TASK TO CARRY OUT → In the material below, find each line with the word "from" and copy it.

********************

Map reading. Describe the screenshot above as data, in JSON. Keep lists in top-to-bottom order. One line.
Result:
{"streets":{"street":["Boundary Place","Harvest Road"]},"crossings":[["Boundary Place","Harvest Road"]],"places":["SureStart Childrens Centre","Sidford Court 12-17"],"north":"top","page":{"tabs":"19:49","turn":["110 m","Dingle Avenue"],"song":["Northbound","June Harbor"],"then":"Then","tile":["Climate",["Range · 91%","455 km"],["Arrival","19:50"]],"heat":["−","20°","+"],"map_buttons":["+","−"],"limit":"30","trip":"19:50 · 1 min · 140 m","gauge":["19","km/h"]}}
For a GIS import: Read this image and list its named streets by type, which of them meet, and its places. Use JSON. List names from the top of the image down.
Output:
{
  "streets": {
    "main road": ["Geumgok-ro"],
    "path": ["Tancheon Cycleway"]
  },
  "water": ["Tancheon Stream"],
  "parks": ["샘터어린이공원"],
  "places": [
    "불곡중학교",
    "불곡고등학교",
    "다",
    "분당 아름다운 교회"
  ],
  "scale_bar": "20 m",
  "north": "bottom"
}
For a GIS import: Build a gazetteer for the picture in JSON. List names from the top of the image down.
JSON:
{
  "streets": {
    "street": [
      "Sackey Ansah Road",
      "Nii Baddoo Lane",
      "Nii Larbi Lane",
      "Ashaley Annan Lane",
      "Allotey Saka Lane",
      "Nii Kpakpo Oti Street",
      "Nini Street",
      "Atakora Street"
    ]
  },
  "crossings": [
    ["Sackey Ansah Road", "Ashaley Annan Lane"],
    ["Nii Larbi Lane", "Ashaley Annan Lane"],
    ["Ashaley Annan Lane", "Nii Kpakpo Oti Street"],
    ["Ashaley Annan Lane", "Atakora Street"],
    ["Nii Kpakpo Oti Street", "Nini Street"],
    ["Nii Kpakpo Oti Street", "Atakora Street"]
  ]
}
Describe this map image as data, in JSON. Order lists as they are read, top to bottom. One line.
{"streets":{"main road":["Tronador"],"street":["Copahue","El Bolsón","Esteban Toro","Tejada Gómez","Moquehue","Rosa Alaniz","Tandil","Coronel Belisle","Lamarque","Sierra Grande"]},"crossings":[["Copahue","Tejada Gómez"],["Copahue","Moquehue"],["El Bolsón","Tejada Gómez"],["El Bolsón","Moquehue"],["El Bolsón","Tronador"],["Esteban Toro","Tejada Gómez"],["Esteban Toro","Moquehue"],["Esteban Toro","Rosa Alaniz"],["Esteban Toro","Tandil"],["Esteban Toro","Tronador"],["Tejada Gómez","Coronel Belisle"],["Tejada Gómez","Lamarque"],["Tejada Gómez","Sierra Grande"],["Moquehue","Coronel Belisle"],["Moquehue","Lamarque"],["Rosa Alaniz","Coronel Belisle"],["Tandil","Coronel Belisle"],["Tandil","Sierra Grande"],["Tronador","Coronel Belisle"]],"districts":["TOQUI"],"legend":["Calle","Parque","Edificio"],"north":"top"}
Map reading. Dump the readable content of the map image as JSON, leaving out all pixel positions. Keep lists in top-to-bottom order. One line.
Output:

********************

SOLUTION TO THIS TASK →
For a GIS import: Read this image and list its named streets by type, which of them meet, and its places. Use JSON. List names from the top of the image down.
For a GIS import: Build a gazetteer for the picture in JSON. List names from the top of the image down.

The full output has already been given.